An information model in software engineering is a representation of concepts and the relationships, constraints, rules, and operations to specify data semantics for a chosen domain of discourse. Typically it specifies relations between kinds of things, but may also include relations with individual things. It can provide sharable, stable, and organized structure of information requirements or knowledge for the domain context.
The term information model in general is used for models of individual things, such as facilities, buildings, process plants, etc. In those cases the concept is specialised to facility information model, building information model, plant information model, etc. Such an information model is an integration of a model of the facility with the data and documents about the facility.

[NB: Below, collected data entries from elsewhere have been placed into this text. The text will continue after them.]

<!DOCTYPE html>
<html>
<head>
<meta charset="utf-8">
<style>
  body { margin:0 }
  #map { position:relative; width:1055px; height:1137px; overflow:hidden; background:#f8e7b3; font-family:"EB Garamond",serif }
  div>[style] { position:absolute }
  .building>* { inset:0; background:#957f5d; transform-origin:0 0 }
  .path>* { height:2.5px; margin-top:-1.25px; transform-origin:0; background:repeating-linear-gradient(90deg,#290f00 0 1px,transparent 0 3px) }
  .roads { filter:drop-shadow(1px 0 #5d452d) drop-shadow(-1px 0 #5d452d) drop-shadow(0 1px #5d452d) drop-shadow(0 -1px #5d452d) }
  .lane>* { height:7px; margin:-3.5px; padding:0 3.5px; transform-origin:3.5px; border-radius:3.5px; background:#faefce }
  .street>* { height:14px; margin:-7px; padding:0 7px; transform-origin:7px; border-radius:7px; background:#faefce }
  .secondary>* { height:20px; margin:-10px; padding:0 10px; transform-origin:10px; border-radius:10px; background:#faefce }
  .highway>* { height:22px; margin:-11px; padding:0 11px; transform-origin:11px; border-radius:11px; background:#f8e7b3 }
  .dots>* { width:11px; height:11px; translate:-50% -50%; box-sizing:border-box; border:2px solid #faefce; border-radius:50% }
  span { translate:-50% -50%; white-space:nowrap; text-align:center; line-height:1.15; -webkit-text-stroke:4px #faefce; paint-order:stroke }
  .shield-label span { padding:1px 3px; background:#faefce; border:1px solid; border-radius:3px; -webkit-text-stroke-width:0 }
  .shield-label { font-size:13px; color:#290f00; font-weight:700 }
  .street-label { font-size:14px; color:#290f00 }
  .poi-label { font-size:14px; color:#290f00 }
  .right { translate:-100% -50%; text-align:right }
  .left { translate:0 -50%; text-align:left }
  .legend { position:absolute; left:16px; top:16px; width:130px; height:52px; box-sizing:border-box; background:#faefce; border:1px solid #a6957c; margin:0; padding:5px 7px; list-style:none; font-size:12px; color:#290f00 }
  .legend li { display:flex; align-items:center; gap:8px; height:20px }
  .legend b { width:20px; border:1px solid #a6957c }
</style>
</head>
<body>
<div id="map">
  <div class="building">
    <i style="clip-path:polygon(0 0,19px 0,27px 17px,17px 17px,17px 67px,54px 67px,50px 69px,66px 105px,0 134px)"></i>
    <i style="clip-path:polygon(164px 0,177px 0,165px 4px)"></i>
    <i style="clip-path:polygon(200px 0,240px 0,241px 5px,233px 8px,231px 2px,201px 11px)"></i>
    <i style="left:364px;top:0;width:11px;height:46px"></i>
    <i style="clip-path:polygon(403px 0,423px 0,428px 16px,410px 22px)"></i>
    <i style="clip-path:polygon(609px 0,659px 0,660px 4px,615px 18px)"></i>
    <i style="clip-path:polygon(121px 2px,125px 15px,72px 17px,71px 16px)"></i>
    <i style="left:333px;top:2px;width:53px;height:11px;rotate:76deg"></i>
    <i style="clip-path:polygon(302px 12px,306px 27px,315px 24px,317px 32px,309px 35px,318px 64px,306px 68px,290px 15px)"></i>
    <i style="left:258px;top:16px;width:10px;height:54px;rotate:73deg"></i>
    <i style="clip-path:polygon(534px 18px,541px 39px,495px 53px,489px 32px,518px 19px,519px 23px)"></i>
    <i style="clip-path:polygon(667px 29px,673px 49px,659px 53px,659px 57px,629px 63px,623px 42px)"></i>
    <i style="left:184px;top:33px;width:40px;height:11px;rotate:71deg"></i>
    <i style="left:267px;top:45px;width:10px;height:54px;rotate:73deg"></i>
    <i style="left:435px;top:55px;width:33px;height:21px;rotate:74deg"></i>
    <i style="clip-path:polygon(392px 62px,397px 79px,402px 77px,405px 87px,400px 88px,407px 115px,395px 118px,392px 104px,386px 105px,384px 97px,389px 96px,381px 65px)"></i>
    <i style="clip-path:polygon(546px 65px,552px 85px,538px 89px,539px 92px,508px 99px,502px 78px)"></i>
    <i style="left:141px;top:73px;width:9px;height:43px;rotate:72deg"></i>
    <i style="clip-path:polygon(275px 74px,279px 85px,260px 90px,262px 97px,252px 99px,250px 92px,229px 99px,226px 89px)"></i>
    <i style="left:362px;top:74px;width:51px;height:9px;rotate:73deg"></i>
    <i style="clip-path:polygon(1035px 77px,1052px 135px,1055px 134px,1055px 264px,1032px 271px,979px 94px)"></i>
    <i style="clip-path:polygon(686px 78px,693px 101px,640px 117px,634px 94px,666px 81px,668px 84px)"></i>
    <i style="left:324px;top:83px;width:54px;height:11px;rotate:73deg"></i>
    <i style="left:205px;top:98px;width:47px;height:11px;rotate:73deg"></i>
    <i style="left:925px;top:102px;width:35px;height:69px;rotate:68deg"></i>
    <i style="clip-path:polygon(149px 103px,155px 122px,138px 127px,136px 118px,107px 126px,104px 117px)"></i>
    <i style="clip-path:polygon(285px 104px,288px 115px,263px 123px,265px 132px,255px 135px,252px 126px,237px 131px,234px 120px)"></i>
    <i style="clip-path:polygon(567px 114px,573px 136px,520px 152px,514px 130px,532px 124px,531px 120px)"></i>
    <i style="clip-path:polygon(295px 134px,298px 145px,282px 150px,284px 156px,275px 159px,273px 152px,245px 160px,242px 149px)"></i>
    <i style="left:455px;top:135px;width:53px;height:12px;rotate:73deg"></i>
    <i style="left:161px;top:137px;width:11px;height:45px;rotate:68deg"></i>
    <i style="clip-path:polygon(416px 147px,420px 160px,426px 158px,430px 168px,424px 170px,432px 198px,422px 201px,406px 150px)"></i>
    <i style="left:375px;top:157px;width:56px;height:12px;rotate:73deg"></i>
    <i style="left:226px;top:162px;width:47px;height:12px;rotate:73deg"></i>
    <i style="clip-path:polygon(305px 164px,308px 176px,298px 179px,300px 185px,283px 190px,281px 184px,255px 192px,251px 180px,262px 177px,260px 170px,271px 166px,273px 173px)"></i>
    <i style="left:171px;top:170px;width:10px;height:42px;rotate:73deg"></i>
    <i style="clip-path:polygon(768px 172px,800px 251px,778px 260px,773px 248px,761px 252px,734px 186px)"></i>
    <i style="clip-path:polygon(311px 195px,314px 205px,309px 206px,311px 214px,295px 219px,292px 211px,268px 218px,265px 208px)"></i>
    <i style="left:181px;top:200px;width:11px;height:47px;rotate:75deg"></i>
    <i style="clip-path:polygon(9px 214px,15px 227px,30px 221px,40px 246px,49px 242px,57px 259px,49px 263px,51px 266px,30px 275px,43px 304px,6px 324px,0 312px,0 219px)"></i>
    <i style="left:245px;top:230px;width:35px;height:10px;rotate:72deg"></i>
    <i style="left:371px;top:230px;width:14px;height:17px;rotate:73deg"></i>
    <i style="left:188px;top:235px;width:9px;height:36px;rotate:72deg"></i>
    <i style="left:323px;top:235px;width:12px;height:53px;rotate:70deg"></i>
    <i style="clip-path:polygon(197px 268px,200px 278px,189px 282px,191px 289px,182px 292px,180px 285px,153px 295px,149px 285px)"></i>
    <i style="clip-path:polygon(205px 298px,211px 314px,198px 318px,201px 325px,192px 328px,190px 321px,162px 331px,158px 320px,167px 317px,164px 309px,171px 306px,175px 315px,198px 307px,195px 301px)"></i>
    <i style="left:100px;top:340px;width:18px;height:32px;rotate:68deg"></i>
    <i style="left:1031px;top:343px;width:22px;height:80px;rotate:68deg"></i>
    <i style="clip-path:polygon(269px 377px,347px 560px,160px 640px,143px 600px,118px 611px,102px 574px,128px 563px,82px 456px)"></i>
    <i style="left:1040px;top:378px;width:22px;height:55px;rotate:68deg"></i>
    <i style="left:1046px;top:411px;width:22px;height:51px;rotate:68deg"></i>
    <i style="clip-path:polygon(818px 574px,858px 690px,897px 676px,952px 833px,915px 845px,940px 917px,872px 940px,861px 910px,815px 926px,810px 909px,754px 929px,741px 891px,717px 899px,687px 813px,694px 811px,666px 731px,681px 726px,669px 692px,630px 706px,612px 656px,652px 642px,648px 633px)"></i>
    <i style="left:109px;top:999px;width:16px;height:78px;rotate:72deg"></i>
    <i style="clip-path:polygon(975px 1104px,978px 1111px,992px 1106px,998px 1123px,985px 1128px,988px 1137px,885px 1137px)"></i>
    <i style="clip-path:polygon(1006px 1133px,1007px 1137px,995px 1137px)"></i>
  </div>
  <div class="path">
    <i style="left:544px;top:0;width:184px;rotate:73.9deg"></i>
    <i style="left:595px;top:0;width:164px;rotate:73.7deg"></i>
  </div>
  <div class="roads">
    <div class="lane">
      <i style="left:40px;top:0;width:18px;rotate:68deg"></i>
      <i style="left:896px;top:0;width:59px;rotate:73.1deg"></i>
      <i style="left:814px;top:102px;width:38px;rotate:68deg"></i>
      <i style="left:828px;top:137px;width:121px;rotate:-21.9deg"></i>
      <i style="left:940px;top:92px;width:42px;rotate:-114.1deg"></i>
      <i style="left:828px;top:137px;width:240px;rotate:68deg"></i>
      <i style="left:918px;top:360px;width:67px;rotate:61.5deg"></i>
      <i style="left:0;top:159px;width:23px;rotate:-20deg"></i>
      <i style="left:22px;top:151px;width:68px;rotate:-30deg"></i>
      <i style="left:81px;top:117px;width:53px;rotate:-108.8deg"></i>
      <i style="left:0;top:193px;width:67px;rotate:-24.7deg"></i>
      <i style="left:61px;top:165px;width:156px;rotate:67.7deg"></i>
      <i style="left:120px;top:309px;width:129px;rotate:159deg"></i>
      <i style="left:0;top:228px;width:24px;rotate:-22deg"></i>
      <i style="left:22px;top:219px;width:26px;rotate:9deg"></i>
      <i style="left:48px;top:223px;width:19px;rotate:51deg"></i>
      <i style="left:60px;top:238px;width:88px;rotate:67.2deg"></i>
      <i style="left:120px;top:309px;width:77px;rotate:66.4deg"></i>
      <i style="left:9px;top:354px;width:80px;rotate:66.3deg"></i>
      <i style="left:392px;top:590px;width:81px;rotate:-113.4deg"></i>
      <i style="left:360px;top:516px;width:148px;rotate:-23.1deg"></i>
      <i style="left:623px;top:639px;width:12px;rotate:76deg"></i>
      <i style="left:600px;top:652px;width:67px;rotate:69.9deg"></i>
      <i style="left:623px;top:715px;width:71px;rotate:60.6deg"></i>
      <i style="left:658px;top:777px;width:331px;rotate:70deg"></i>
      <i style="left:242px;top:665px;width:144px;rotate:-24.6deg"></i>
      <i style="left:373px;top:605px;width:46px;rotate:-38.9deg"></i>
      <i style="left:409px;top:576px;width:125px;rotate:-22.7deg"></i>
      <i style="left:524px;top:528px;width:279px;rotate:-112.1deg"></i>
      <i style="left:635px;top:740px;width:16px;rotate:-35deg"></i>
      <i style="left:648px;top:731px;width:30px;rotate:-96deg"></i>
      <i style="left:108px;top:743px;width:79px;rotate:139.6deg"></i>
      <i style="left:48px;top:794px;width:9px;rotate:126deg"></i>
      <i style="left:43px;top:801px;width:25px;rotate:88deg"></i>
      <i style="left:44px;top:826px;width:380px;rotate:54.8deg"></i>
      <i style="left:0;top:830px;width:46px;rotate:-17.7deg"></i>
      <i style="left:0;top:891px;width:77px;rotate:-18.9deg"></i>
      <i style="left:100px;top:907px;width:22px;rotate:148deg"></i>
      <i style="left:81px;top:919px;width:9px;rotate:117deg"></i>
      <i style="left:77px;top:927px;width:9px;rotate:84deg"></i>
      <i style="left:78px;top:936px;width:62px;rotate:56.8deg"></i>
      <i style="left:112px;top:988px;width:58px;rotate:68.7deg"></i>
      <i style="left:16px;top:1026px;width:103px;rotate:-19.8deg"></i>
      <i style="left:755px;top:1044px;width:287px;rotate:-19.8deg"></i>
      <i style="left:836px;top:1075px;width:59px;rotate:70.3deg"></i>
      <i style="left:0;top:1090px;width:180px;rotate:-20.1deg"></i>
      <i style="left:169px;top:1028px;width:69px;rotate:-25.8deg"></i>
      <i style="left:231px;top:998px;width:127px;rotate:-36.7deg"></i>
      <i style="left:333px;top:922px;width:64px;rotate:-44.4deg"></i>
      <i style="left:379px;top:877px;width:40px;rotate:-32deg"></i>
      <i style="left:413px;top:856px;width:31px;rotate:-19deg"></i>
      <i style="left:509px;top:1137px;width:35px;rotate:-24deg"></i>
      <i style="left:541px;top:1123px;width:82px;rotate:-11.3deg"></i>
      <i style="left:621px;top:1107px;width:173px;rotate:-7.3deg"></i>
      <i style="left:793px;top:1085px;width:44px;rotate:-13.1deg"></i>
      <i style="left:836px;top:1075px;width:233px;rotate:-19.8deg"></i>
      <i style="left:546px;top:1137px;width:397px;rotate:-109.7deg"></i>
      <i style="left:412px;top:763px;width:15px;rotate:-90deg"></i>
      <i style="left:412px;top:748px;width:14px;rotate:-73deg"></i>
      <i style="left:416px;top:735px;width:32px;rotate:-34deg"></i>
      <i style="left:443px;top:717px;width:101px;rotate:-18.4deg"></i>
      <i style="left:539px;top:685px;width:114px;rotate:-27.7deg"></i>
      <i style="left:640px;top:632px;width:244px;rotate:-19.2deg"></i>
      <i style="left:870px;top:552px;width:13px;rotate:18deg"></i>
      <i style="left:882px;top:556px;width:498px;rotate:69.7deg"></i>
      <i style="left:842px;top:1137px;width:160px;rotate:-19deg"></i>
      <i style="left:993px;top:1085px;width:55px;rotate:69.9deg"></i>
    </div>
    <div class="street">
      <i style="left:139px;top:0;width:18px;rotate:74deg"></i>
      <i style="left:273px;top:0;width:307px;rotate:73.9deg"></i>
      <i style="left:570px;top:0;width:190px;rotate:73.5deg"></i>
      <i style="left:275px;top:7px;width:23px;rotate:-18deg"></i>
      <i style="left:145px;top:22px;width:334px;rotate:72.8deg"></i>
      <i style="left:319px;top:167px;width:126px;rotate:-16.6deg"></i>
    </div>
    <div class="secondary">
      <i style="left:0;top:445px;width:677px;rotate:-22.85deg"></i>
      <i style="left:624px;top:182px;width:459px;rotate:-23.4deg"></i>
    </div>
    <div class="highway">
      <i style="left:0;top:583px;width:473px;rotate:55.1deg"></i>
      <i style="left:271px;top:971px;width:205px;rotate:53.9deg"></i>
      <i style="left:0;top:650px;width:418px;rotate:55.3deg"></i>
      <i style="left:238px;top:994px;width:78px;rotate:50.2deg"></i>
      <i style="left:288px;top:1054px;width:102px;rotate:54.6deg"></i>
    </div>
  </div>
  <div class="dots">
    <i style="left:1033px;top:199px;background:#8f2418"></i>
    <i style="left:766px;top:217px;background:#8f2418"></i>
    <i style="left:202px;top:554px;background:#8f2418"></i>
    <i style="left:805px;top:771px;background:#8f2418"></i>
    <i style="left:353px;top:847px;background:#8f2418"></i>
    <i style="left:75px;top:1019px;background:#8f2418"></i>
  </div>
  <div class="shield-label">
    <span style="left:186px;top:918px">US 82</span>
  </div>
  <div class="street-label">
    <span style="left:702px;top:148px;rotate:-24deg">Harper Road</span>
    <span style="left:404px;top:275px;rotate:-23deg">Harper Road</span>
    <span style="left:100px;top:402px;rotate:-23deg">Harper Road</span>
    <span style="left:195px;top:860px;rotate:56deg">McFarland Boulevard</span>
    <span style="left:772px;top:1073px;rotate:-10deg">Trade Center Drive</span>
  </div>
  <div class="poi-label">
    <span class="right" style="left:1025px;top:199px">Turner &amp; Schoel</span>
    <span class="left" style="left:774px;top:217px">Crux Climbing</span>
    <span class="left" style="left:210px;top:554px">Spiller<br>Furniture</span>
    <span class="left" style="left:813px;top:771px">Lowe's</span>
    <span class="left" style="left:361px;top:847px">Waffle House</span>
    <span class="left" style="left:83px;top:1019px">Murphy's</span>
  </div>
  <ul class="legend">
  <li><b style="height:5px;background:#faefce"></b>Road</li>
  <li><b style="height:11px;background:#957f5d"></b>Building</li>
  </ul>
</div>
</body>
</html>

Within the field of software engineering and data modeling an information model is usually an abstract, formal representation of entity types that may include their properties, relationships and the operations that can be performed on them. The entity types in the model may be kinds of real-world objects, such as devices in a network, or occurrences, or they may themselves be abstract, such as for the entities used in a billing system. Typically, they are used to model a constrained domain that can be described by a closed set of entity types, properties, relationships and operations.
An information model provides formalism to the description of a problem domain without constraining how that description is mapped to an actual implementation in software. There may be many mappings of the information model. Such mappings are called data models, irrespective of whether they are object models (e.g. using UML), entity relationship models or XML schemas.
In 1976, an entity-relationship (ER) graphic notation was introduced by Peter Chen. He stressed that it was a "semantic" modelling technique and independent of any database modelling techniques such as Hierarchical, CODASYL, Relational etc. Since then, languages for information models have continued to evolve. Some examples are the Integrated Definition Language 1 Extended (IDEF1X), the EXPRESS language and the Unified Modeling Language (UML).